Ja, mit einer entsprechend dimensionierten Zisterne und einer separaten Hausanlage für Brauchwasser ist das technisch möglich und spart je nach Haushaltsgröße merklich Trinkwasser. Die Anlage muss strikt vom Trinkwassernetz getrennt sein, und die zuständige Wasserversorgungsgesellschaft sowie das Gesundheitsamt sind über die Nutzung zu informieren. Der Einbau einer solchen Anlage kostet inklusive Zisterne, Pumpe und Leitungen je nach Ausstattung zwischen 4.000 und 10.000 EUR.

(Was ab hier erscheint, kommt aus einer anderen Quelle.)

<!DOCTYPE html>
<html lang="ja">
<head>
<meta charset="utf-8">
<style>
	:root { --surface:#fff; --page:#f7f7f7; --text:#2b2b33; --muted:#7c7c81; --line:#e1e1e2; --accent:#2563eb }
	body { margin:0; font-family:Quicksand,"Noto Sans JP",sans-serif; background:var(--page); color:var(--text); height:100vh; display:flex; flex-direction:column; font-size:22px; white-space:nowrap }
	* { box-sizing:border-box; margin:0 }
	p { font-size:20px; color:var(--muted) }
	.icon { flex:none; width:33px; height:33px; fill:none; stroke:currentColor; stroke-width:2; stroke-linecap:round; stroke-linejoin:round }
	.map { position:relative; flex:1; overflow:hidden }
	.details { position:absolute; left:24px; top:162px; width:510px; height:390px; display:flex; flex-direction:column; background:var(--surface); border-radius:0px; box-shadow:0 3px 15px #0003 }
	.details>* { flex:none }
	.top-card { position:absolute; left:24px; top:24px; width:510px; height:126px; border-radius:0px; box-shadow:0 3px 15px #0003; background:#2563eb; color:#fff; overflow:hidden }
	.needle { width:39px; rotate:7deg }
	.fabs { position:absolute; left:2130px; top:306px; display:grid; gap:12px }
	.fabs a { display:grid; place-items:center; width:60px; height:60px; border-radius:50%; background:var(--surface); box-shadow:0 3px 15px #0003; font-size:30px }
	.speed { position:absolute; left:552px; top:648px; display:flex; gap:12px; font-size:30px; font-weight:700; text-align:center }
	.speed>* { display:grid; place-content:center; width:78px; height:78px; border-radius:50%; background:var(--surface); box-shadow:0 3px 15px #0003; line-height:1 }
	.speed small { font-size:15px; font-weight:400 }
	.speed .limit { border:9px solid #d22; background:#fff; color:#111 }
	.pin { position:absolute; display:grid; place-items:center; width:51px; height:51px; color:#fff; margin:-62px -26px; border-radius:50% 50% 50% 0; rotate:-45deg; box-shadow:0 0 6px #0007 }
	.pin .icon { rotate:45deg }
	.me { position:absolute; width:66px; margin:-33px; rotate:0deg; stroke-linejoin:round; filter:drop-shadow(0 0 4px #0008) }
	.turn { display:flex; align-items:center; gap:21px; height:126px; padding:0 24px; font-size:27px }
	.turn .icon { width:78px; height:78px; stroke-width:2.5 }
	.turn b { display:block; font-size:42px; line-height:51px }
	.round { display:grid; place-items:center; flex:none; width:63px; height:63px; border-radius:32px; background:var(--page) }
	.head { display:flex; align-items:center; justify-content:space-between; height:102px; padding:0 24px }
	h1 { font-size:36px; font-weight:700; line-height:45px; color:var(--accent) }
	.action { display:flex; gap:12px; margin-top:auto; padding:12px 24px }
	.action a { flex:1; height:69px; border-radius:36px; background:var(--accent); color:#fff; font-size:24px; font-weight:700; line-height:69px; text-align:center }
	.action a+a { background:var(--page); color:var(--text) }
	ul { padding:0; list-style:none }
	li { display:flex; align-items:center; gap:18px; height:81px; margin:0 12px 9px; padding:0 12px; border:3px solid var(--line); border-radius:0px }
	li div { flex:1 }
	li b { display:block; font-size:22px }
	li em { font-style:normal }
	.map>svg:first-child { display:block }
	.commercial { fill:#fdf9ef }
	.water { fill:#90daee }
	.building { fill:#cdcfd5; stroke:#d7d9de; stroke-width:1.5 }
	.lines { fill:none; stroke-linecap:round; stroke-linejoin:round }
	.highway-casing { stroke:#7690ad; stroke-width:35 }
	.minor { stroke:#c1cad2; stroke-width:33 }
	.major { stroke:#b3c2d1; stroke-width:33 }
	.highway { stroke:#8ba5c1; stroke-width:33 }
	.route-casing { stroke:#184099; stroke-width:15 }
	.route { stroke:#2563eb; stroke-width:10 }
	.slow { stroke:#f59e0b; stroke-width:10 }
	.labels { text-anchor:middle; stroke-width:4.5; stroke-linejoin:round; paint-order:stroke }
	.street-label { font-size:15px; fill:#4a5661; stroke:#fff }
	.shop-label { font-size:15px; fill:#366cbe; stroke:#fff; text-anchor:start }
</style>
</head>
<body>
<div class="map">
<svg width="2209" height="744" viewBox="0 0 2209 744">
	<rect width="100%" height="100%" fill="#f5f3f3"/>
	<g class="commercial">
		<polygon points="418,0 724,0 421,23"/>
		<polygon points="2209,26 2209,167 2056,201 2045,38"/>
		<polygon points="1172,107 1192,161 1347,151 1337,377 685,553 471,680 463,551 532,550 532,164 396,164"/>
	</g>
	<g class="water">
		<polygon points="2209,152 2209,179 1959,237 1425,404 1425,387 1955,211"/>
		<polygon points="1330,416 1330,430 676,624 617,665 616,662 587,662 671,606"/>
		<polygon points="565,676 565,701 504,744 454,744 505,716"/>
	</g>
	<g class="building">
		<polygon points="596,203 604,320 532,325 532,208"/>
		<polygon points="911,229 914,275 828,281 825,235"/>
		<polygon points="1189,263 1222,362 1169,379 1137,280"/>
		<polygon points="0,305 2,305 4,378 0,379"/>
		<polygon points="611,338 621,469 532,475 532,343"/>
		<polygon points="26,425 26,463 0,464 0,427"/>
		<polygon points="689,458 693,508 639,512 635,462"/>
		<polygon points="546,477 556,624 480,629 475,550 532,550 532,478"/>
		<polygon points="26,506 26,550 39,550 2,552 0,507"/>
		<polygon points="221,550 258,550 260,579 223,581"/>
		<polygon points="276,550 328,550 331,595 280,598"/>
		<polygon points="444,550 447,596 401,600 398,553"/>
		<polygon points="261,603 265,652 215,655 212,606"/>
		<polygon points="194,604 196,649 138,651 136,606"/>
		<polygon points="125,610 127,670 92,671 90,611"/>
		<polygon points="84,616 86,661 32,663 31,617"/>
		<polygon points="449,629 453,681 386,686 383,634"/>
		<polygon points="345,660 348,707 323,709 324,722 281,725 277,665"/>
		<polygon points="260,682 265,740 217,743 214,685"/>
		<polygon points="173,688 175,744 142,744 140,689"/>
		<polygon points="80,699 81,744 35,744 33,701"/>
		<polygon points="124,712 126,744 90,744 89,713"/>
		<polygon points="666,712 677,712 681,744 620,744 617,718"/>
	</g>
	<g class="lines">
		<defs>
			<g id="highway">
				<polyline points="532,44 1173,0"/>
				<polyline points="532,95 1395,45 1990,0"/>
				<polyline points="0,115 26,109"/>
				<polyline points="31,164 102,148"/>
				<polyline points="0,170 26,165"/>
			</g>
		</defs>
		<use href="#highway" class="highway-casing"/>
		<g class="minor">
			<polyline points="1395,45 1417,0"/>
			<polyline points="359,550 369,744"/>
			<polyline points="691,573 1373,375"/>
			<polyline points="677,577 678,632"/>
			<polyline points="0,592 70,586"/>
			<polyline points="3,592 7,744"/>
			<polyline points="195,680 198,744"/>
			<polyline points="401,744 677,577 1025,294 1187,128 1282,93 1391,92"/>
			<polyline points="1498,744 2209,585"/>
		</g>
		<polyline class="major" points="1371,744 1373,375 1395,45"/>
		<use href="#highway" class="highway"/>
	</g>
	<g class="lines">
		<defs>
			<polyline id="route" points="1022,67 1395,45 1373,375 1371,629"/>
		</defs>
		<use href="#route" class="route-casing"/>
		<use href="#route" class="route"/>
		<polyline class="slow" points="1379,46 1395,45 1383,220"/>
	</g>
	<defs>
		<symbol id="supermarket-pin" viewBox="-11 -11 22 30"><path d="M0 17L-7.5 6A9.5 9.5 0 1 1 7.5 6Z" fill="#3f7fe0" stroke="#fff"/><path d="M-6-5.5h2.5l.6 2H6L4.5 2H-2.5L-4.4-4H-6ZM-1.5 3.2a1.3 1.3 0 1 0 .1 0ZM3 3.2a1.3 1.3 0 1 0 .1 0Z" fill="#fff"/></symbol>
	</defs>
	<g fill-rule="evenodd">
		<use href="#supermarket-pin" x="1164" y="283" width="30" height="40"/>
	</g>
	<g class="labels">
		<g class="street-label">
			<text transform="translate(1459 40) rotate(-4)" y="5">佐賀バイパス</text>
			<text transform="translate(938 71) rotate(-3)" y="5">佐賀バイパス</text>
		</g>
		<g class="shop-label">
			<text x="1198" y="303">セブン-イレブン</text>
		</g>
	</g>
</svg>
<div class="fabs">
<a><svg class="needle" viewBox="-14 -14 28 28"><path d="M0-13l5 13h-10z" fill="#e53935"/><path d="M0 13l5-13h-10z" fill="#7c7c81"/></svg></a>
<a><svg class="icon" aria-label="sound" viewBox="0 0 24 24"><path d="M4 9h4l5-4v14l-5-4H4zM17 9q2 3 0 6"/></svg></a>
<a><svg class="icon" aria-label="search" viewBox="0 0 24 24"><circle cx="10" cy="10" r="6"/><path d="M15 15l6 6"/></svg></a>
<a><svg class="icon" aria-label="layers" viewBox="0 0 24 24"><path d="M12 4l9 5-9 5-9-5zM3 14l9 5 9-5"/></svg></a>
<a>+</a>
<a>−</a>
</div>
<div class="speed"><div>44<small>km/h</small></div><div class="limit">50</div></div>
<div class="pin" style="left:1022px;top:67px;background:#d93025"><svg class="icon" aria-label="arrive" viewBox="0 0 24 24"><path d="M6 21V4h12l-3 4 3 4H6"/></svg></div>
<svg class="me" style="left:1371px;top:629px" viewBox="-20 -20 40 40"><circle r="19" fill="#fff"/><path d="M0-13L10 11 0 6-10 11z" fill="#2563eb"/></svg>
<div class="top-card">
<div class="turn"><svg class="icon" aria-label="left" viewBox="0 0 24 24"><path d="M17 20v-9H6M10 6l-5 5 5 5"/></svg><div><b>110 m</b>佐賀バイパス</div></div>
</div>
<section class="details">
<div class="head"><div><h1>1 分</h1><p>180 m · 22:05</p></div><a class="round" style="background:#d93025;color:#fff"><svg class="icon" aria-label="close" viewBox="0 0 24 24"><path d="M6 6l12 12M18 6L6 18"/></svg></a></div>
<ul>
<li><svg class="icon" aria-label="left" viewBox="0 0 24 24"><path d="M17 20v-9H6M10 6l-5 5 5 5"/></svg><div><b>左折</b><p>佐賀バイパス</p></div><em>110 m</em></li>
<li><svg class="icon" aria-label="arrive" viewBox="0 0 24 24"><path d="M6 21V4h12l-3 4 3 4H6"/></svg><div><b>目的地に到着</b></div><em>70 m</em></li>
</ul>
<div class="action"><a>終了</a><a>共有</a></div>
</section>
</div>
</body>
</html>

Wie lange hält eine Versickerungsanlage und wann muss sie gewartet werden?
Gut geplante und fachgerecht eingebaute Anlagen halten mehrere Jahrzehnte, sofern regelmäßig gewartet wird. Empfohlen wird eine Inspektion alle zwei bis fünf Jahre, bei höherer Verschmutzungsbelastung der Zulauflächen öfter; zu den typischen Wartungsarbeiten gehören die Spülung der Rigolen, die Reinigung von Einlaufschächten und der Austausch von Filtervliesen. Wer die Wartung vernachlässigt, riskiert Verlandung und den vollständigen Funktionsverlust der Anlage.
Wird mir die Gemeinde einen Anreiz oder Zuschuss gewähren, wenn ich Regenwasser versickere?
Viele Kommunen haben Förderprogramme oder gewähren einen Nachlass auf die Niederschlagswassergebühr, wenn Grundstückseigentümer nachweislich von der öffentlichen Kanalisation entkoppeln. Die Höhe variiert stark: Einige Gemeinden zahlen Fördersummen von 500 bis mehreren Tausend Euro, andere gewähren ausschließlich Gebührenersparnisse. Informieren Sie sich direkt beim zuständigen Tiefbauamt oder Abwasserbetrieb Ihrer Gemeinde, bevor Sie ein Angebot einholen.
Was passiert, wenn der Boden auf meinem Grundstück zu wenig durchlässig ist?
Bei einem kf-Wert unter 1 x 10 hoch -6 m/s gilt der Boden als nicht ausreichend versickerungsfähig, und eine klassische Versickerungsanlage ist nicht zulässig. In diesem Fall kommen gedrosselte Einleitung in die Kanalisation mit Retentionsvolumen, Verdunstungsanlagen oder in Einzelfällen das Abtransportieren des Wassers über eine Ableitung in ein Oberflächengewässer in Betracht. Ein erfahrener Fachbetrieb benennt nach dem Sickertest die möglichen Alternativen und deren jeweilige Kosten.